ASSIGNED TASK = Look through the material below and copy every line containing the word "image".

STORED DATA =
....................

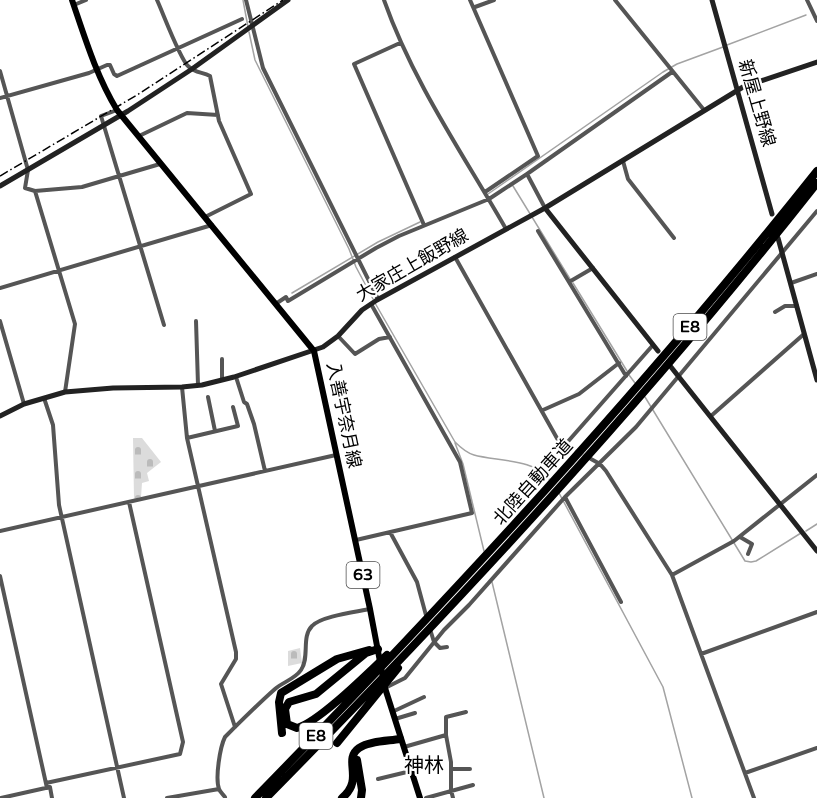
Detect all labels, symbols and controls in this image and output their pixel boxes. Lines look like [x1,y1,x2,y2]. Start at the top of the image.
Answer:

....................

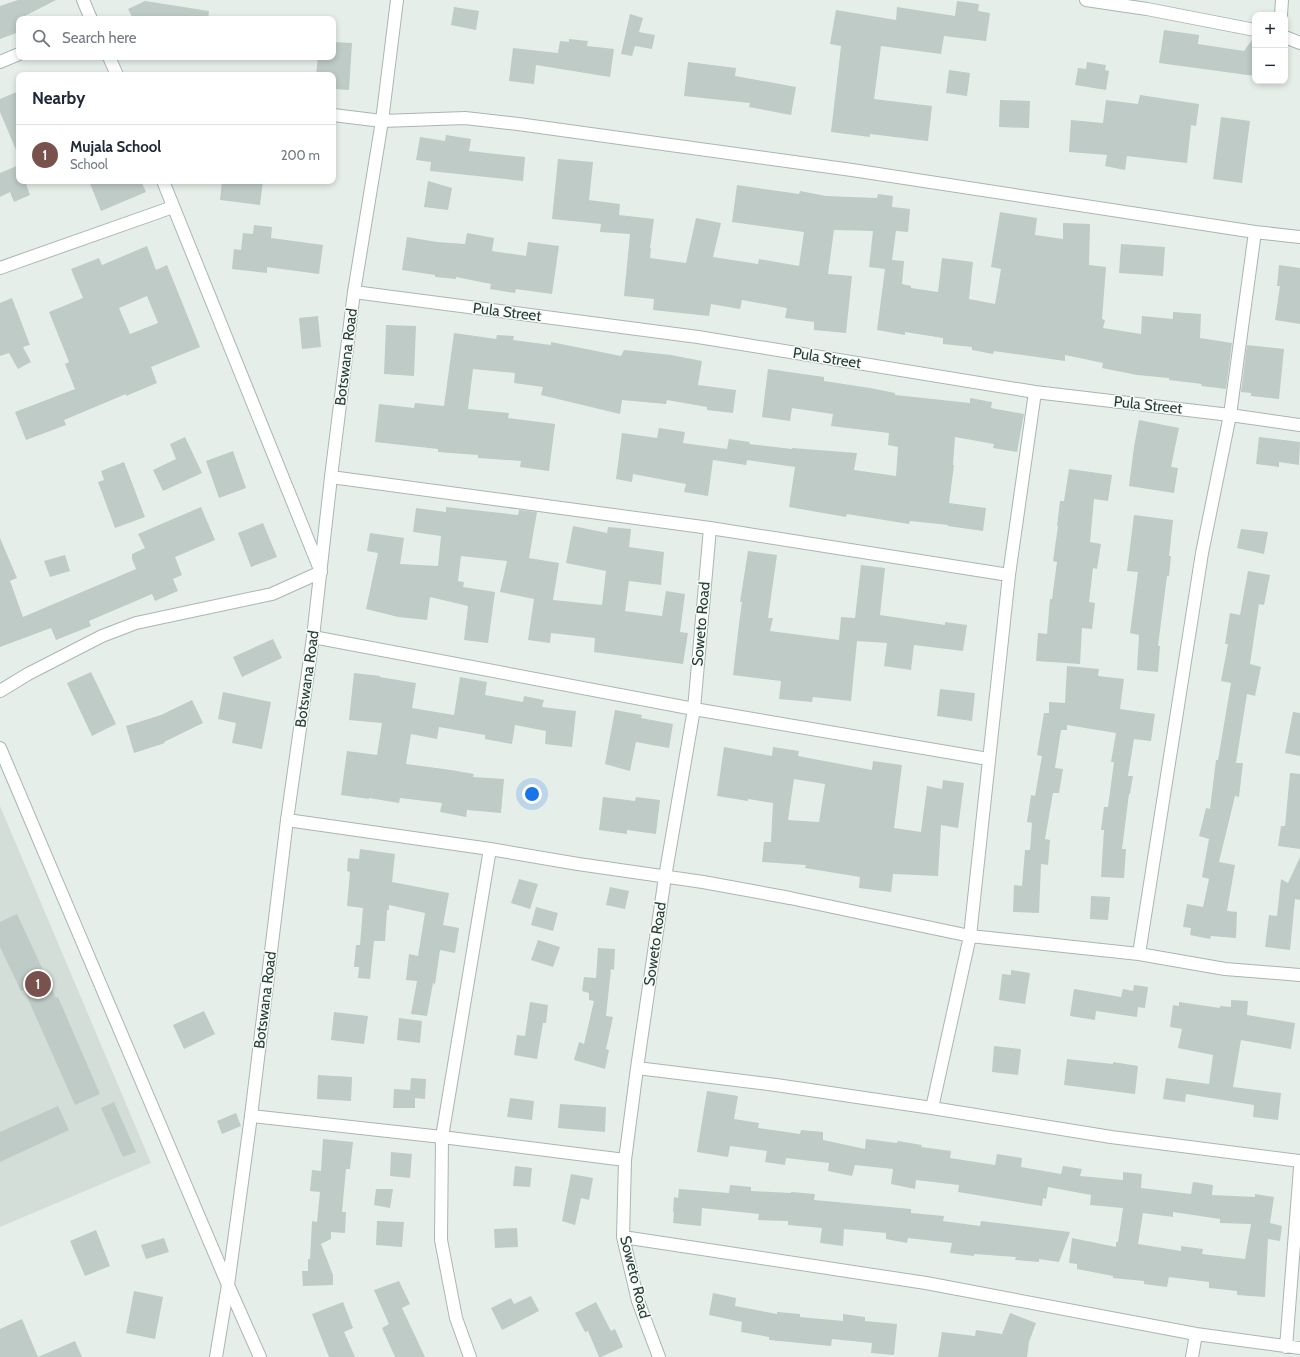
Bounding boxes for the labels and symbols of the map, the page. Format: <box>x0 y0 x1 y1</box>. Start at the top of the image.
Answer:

....................

ANSWER BOX =
Detect all labels, symbols and controls in this image and output their pixel boxes. Lines look like [x1,y1,x2,y2]. Start at the top of the image.
Bounding boxes for the labels and symbols of the map, the page. Format: <box>x0 y0 x1 y1</box>. Start at the top of the image.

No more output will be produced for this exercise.